Task directions => Output all entries exactly as they appear and skip the pictures.

Saved entries =>
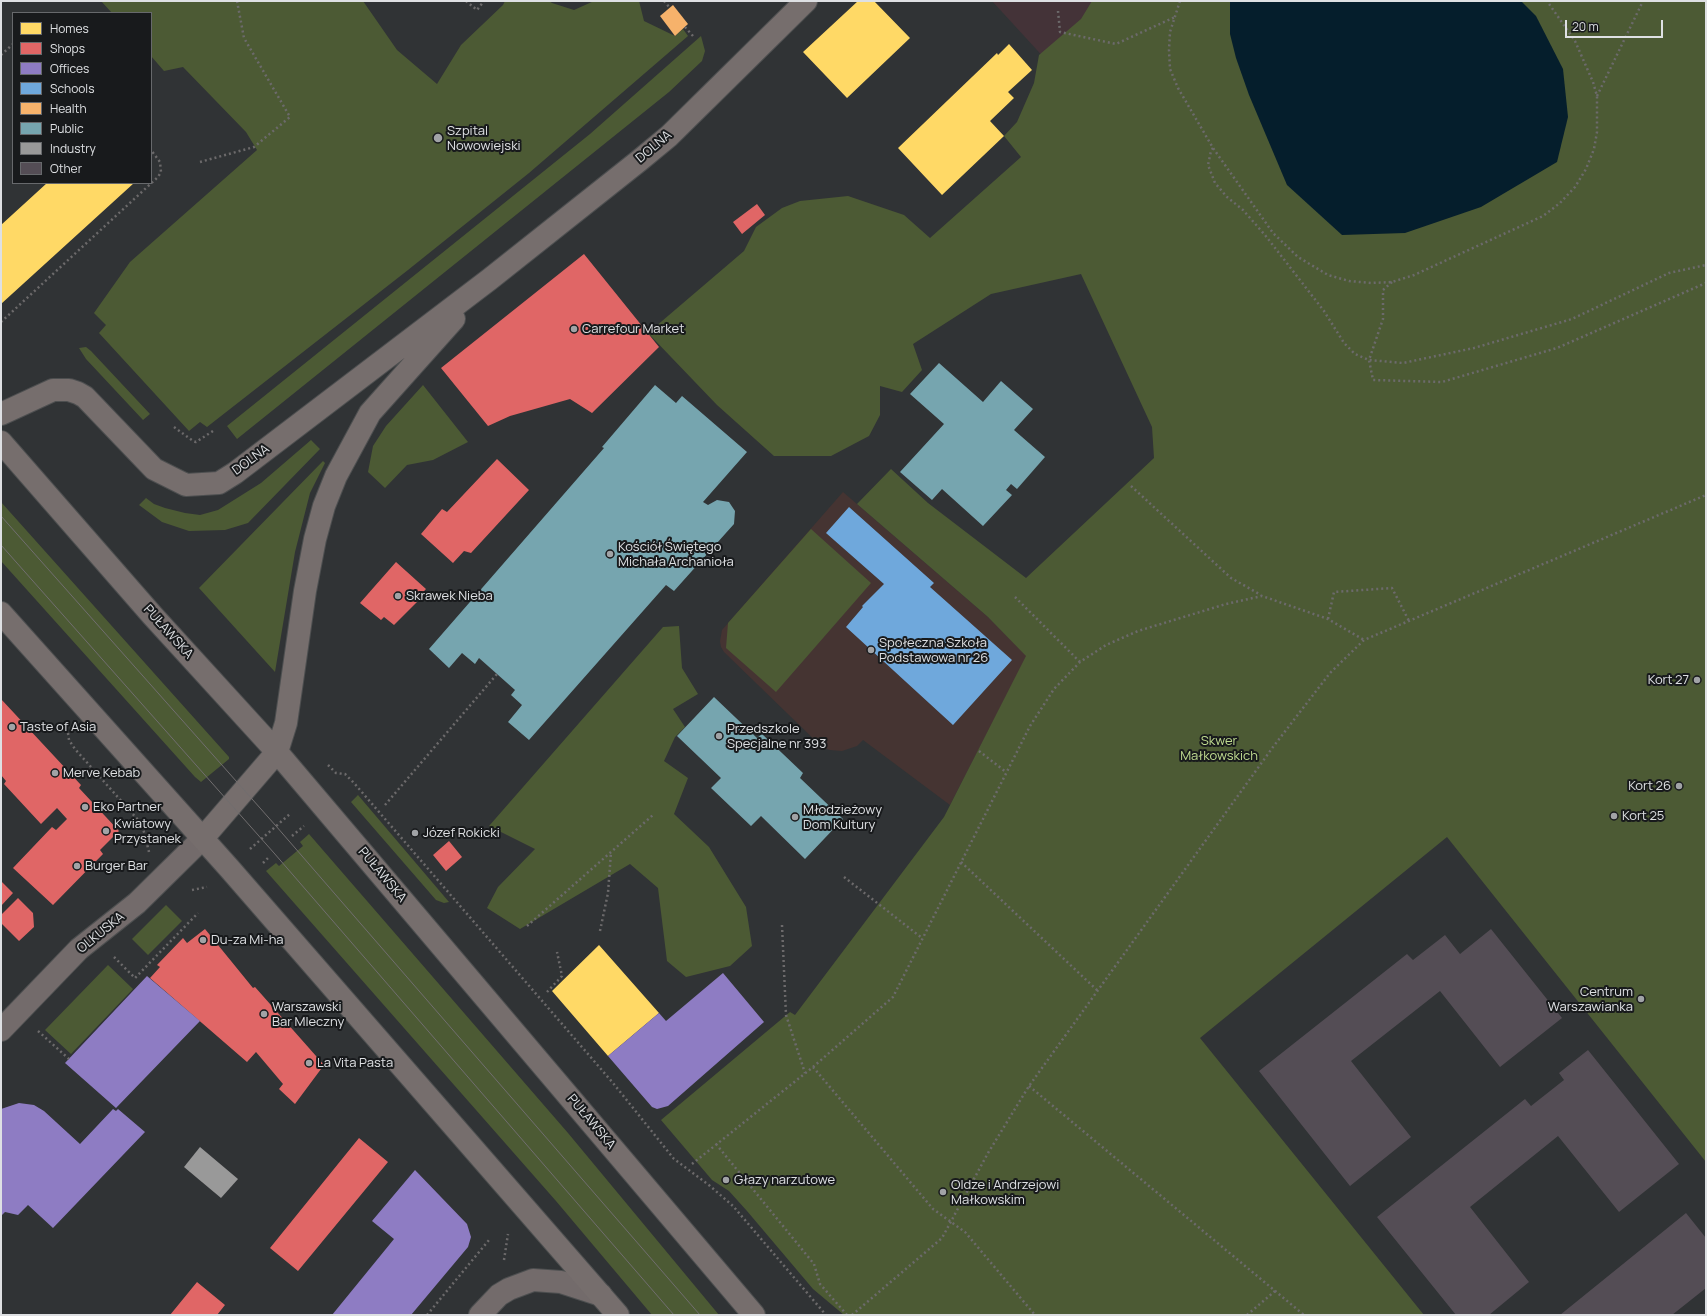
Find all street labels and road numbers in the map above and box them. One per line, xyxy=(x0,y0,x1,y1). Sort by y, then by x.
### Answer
street label: DOLNA xyxy=(633,128,675,166)
street label: DOLNA xyxy=(229,441,273,479)
street label: PUŁAWSKA xyxy=(140,602,196,662)
street label: PUŁAWSKA xyxy=(355,844,409,906)
street label: OLKUSKA xyxy=(74,909,128,957)
street label: PUŁAWSKA xyxy=(564,1091,618,1153)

Final answer =>
Find all street labels and road numbers in the map above and box them. One per line, xyxy=(x0,y0,x1,y1). Sort by y, then by x.
### Answer
street label: DOLNA xyxy=(633,128,675,166)
street label: DOLNA xyxy=(229,441,273,479)
street label: PUŁAWSKA xyxy=(140,602,196,662)
street label: PUŁAWSKA xyxy=(355,844,409,906)
street label: OLKUSKA xyxy=(74,909,128,957)
street label: PUŁAWSKA xyxy=(564,1091,618,1153)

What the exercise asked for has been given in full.